• **Task details**
When you print the records, keep every line identical to the original.

--- START ---

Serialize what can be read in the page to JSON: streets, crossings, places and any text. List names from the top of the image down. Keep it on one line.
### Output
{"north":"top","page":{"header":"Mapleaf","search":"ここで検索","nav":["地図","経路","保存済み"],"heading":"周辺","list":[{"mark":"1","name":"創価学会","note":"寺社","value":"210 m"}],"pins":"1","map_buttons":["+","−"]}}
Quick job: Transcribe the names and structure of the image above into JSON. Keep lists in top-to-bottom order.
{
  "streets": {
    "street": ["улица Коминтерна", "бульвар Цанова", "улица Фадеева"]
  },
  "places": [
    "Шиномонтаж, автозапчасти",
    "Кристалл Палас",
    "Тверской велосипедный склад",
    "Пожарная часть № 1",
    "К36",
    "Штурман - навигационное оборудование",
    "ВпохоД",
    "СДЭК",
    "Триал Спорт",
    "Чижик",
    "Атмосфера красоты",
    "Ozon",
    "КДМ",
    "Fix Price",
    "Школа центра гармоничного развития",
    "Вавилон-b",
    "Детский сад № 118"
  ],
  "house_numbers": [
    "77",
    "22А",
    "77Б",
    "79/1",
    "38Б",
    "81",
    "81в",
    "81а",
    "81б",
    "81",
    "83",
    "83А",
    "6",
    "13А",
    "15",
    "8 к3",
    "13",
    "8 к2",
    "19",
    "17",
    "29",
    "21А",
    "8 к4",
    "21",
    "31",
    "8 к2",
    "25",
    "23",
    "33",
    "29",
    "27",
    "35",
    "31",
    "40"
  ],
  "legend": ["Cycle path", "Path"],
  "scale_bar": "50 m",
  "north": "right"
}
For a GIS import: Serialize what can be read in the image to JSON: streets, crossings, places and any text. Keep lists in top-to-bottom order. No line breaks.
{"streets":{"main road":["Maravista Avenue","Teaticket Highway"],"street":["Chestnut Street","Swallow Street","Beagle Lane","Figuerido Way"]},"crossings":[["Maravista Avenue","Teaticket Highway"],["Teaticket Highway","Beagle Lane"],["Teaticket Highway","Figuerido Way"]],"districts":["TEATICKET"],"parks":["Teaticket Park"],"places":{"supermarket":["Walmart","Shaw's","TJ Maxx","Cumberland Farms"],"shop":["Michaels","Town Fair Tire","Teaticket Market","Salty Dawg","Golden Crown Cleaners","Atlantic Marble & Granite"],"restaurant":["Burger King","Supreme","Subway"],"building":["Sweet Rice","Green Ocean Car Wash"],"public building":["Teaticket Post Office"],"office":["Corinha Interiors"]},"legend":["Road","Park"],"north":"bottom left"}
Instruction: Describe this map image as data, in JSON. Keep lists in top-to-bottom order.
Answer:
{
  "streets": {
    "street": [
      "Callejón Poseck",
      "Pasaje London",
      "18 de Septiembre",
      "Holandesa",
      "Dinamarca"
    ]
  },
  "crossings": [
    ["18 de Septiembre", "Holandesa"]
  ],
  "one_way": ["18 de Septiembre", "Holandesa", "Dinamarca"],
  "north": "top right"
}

--- END ---

• **Final answer**
Serialize what can be read in the page to JSON: streets, crossings, places and any text. List names from the top of the image down. Keep it on one line.
### Output
{"north":"top","page":{"header":"Mapleaf","search":"ここで検索","nav":["地図","経路","保存済み"],"heading":"周辺","list":[{"mark":"1","name":"創価学会","note":"寺社","value":"210 m"}],"pins":"1","map_buttons":["+","−"]}}
Quick job: Transcribe the names and structure of the image above into JSON. Keep lists in top-to-bottom order.
{
  "streets": {
    "street": ["улица Коминтерна", "бульвар Цанова", "улица Фадеева"]
  },
  "places": [
    "Шиномонтаж, автозапчасти",
    "Кристалл Палас",
    "Тверской велосипедный склад",
    "Пожарная часть № 1",
    "К36",
    "Штурман - навигационное оборудование",
    "ВпохоД",
    "СДЭК",
    "Триал Спорт",
    "Чижик",
    "Атмосфера красоты",
    "Ozon",
    "КДМ",
    "Fix Price",
    "Школа центра гармоничного развития",
    "Вавилон-b",
    "Детский сад № 118"
  ],
  "house_numbers": [
    "77",
    "22А",
    "77Б",
    "79/1",
    "38Б",
    "81",
    "81в",
    "81а",
    "81б",
    "81",
    "83",
    "83А",
    "6",
    "13А",
    "15",
    "8 к3",
    "13",
    "8 к2",
    "19",
    "17",
    "29",
    "21А",
    "8 к4",
    "21",
    "31",
    "8 к2",
    "25",
    "23",
    "33",
    "29",
    "27",
    "35",
    "31",
    "40"
  ],
  "legend": ["Cycle path", "Path"],
  "scale_bar": "50 m",
  "north": "right"
}
For a GIS import: Serialize what can be read in the image to JSON: streets, crossings, places and any text. Keep lists in top-to-bottom order. No line breaks.
{"streets":{"main road":["Maravista Avenue","Teaticket Highway"],"street":["Chestnut Street","Swallow Street","Beagle Lane","Figuerido Way"]},"crossings":[["Maravista Avenue","Teaticket Highway"],["Teaticket Highway","Beagle Lane"],["Teaticket Highway","Figuerido Way"]],"districts":["TEATICKET"],"parks":["Teaticket Park"],"places":{"supermarket":["Walmart","Shaw's","TJ Maxx","Cumberland Farms"],"shop":["Michaels","Town Fair Tire","Teaticket Market","Salty Dawg","Golden Crown Cleaners","Atlantic Marble & Granite"],"restaurant":["Burger King","Supreme","Subway"],"building":["Sweet Rice","Green Ocean Car Wash"],"public building":["Teaticket Post Office"],"office":["Corinha Interiors"]},"legend":["Road","Park"],"north":"bottom left"}
Instruction: Describe this map image as data, in JSON. Keep lists in top-to-bottom order.
Answer:
{
  "streets": {
    "street": [
      "Callejón Poseck",
      "Pasaje London",
      "18 de Septiembre",
      "Holandesa",
      "Dinamarca"
    ]
  },
  "crossings": [
    ["18 de Septiembre", "Holandesa"]
  ],
  "one_way": ["18 de Septiembre", "Holandesa", "Dinamarca"],
  "north": "top right"
}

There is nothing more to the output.